We have been out at conferences recently, and there is a
major shift in the investigative world to harness the power of geo-location
data. This data can provide valuable insight into the whereabouts and patterns
of groups and individuals. It is also vital when gathering intelligence and
evidence about major events. However, there are many issues analysts must
consider when they are moving to a geo-location based system and conducting
location-based investigations and monitoring.
Privacy Settings and
Restrictions
No matter how great a tool is, it cannot circumvent privacy
settings. These settings can be instituted at both the user and site level.
Ultimately, many of these privacy settings are implemented to protect users
from harm. These privacy settings may scrub geo-location data from posts and/or
restrict the flow of location-based information to real-time streams. Previously,
Foursquare allowed
applications to pull user check-in data without permission. Within the last
year, Foursquare removed this feature and now requires users to first grant
permission to applications to pull check-in data. As social media sites and
applications make changes like these to protect the privacy of individuals, it
will become increasingly difficult to base searches and monitors on
geo-location data.
Savvy Users
An example of a Facebook user who posted from his couch in Florida but tagged himself in Mali.
As we discussed last week, savvy social media users bring their own challenges to the table. These users can opt to remove
geo-location information from their content at a few different levels. First,
they can turn-off GPS tracking on their phones’ settings to prevent the device from acquiring their locations. Users can also opt to
remove geotagging from their photos which will prevent the data from being embedded in the photos’ EXIF data. Users
have another option to remove geo-location data from their posts at the
application level.
Any users who disable geo-location tagging will ultimately prevent locations
from being embedded in metadata, meaning the posts cannot be searched using
location-based means. In addition, users can enter false location data into
their profiles and posts, creating inaccurate geo-location data.
Defining the Location
Every social media site and geo-location tool defines areas
differently. One tool may use specific coordinates to map exact locations of
posts. Another may use geofencing to draw a specific area or radius around an
exact location. Both of these means are problematic. Depending on the quality
of the geo-location data collected from the device, users’ locations can often
be marked miles away from their exact location at the time of the post.
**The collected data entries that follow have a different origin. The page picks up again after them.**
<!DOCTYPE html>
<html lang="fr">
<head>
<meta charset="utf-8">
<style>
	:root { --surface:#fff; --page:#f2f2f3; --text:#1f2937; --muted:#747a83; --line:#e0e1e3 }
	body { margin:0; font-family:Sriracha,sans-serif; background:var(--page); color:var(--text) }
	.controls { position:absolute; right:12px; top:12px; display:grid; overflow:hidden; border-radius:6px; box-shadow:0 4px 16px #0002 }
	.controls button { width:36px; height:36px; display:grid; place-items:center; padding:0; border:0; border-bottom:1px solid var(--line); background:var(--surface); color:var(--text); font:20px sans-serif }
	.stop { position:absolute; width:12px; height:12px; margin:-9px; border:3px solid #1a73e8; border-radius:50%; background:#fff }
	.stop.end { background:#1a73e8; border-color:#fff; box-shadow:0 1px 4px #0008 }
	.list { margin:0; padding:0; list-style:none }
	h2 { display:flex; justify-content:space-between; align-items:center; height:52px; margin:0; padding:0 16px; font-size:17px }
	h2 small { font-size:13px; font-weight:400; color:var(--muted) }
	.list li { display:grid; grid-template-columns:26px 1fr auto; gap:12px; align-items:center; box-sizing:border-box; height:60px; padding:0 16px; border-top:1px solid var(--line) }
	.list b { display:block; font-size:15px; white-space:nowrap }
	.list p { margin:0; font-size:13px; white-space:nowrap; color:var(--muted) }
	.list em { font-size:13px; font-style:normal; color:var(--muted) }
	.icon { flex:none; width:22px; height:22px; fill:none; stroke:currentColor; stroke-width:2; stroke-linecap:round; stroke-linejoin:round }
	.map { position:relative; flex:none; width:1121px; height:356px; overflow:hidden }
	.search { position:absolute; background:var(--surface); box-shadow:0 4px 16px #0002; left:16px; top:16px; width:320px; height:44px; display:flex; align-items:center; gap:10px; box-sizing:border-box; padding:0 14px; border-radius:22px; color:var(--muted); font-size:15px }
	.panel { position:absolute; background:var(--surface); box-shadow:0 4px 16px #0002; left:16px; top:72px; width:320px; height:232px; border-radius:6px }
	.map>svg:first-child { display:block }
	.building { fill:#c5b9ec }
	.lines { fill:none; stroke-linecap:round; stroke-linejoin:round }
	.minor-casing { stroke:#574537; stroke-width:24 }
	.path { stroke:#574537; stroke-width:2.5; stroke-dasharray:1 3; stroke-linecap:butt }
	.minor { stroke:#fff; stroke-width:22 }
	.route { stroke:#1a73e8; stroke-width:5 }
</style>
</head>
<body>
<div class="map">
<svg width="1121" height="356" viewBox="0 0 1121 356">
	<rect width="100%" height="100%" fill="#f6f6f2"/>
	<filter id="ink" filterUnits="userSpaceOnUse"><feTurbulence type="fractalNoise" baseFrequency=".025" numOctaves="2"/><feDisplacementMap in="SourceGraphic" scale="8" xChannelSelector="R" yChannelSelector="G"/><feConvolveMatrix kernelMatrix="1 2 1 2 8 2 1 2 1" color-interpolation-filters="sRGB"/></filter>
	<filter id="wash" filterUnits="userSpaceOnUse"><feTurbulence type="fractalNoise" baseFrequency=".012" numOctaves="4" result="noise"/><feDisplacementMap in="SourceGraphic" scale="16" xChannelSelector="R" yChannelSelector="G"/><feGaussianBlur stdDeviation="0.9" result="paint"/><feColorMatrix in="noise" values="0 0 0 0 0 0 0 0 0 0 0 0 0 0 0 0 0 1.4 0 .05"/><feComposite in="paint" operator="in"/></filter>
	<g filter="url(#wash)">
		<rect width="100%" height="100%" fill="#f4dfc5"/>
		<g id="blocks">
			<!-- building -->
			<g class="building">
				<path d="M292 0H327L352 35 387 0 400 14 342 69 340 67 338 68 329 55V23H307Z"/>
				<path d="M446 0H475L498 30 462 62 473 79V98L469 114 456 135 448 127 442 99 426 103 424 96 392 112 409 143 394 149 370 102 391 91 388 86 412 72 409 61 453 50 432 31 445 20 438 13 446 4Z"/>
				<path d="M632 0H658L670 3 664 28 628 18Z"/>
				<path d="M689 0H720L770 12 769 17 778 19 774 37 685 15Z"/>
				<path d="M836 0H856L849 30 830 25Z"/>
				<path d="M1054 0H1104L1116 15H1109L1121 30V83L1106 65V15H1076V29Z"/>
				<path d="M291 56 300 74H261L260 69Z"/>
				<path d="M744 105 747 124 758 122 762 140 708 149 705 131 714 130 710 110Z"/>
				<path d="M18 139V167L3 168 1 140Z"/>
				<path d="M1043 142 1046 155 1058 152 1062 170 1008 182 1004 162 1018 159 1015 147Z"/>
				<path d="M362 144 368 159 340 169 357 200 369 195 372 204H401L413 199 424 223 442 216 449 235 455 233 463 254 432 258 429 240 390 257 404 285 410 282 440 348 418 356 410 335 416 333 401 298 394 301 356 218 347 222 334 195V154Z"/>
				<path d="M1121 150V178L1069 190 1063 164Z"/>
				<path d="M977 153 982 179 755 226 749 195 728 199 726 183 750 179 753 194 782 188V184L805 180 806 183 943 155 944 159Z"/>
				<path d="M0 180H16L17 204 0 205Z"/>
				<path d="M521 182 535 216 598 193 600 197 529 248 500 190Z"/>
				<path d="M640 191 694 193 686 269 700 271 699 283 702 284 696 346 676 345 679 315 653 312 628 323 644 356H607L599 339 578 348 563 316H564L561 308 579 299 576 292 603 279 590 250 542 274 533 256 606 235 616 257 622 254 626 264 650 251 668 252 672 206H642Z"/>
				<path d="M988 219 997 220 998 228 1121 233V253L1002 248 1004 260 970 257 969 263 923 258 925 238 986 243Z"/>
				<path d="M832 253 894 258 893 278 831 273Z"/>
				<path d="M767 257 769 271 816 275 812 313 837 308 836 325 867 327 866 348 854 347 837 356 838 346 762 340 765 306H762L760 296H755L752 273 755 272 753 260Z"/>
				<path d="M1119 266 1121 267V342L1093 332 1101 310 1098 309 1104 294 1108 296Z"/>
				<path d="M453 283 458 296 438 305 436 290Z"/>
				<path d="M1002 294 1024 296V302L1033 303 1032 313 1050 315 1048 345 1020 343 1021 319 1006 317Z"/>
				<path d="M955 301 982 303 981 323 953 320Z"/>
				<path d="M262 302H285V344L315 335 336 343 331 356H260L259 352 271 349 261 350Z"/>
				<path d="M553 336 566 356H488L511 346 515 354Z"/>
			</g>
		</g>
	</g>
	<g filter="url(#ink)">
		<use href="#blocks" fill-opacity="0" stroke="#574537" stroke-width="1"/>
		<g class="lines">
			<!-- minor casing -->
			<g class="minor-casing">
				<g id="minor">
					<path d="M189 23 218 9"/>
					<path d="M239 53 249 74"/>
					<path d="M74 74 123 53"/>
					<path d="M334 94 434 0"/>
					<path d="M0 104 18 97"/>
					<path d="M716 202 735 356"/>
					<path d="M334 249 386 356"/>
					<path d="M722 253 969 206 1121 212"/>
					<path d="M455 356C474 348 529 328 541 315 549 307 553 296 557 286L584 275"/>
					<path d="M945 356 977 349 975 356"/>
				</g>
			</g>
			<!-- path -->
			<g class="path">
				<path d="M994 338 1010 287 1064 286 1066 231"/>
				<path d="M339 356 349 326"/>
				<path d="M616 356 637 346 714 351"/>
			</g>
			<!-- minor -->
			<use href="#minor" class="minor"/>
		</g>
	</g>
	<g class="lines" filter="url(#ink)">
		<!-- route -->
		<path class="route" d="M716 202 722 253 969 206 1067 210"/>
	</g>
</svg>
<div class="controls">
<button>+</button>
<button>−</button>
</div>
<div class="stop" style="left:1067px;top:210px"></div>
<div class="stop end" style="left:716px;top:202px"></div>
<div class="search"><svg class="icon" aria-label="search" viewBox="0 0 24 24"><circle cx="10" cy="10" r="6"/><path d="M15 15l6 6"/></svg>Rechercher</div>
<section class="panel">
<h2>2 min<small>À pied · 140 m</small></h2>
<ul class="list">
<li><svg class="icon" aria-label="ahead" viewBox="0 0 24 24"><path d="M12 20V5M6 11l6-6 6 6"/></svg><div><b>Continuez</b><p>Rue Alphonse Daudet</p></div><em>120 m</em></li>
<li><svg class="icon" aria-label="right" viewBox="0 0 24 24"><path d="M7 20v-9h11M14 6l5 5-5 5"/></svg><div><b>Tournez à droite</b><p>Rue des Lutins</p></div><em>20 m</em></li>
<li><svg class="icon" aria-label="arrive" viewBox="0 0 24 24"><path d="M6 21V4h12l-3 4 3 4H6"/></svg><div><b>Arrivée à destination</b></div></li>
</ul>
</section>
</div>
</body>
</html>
Sometimes the data about their location is collected from a user’s profile,
which means a person posting from St. Augustine, Florida who lives in New York
City may show up as making the post from New York City.
A further problem with defining locations arises from the
use of language. Some tools allow users to use words to describe their area of
interest. For instance, if we used New York City, that might encompass anything
within the areas of the Bronx, Queens, Brooklyn, Staten Island, or Manhattan.
However, some tools will only pick up New York City and will not recognize that
synonyms include NYC or Manhattan or that neighborhoods within New York City
include areas such as Harlem and the Lower East Side. These differences can
often exclude data points from your area of interest.
Conquering the
Problem
Currently, there are many challenges investigators and
analysts face when parsing through geo-location data. Many of these issues
arise from technology. Until social media sites perfect the collection and
dissemination of geo-location data, all tools will be deficient in displaying
the information. Additionally, until developers code more comprehensive means
to categorize and disseminate geotagged data in tools, the information we can
extract from them will be limited. However, there are a few things we can do to
make our lives easier.
Foremost, we can use the language of the person or event or
topic of interest. For instance, if we are monitoring activity in a specific
neighborhood, we can use slang terms for the area, area codes, street names,
popular businesses in the area, and any other terms which may describe the
region. This can capture data which is not reliant upon geotagged metadata.
Another way to maximize the capture of geo-location data is to use a variety of
tools. Since every tool has issues collecting and displaying the applicable
geographic data, harnessing the power of a multitude of sources allows us to
build a more comprehensive data set to analyze.